DATA FOR REVIEW:
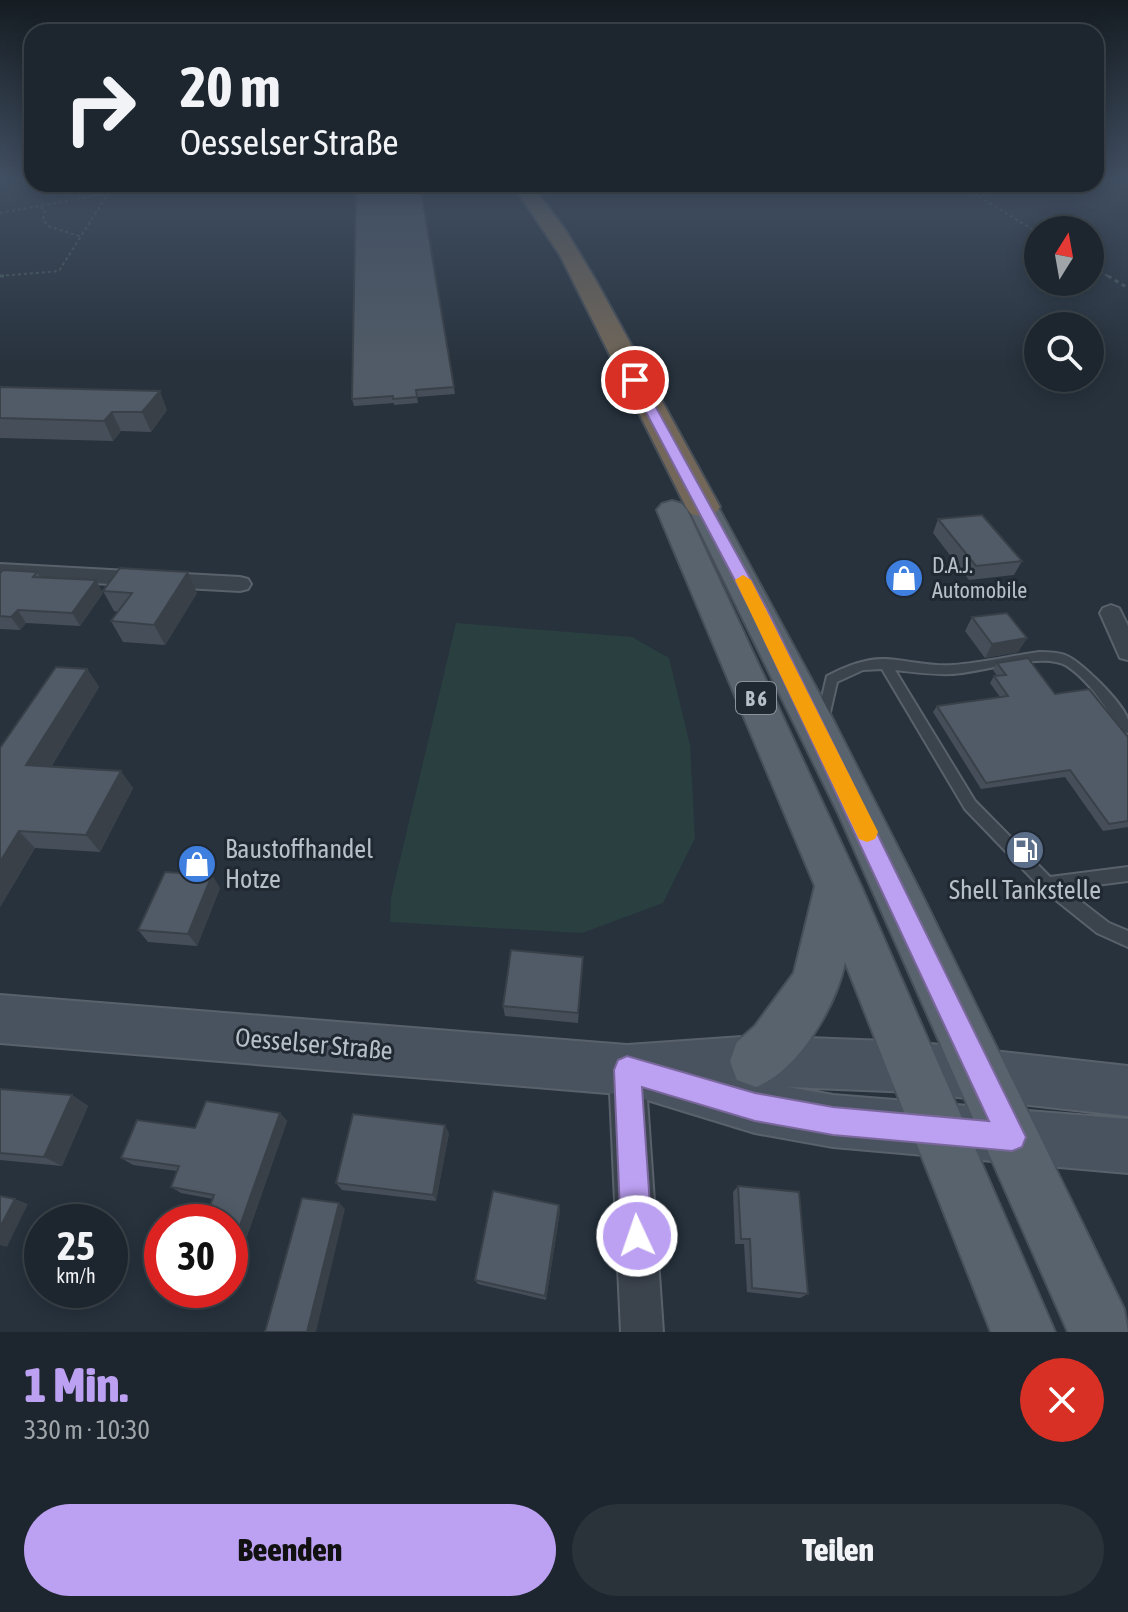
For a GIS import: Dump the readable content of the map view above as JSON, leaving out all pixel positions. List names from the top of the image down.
{
  "streets": {
    "highway": ["B 6"],
    "street": ["Oesselser Straße"]
  },
  "crossings": [
    ["B 6", "Oesselser Straße"]
  ],
  "places": {
    "shop": ["D.A.J. Automobile", "Baustoffhandel Hotze"],
    "fuel station": ["Shell Tankstelle"]
  },
  "north": "top",
  "page": {
    "turn": ["20 m", "Oesselser Straße"],
    "speed": "25 km/h",
    "limit": "30",
    "heading": ["1 Min.", "330 m · 10:30"],
    "buttons": ["Beenden", "Teilen"]
  }
}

PROBLEM DESCRIPTION:
Every line of the data should be transcribed exactly. Omit the images.

TASK SOLUTION:
For a GIS import: Dump the readable content of the map view above as JSON, leaving out all pixel positions. List names from the top of the image down.
{
  "streets": {
    "highway": ["B 6"],
    "street": ["Oesselser Straße"]
  },
  "crossings": [
    ["B 6", "Oesselser Straße"]
  ],
  "places": {
    "shop": ["D.A.J. Automobile", "Baustoffhandel Hotze"],
    "fuel station": ["Shell Tankstelle"]
  },
  "north": "top",
  "page": {
    "turn": ["20 m", "Oesselser Straße"],
    "speed": "25 km/h",
    "limit": "30",
    "heading": ["1 Min.", "330 m · 10:30"],
    "buttons": ["Beenden", "Teilen"]
  }
}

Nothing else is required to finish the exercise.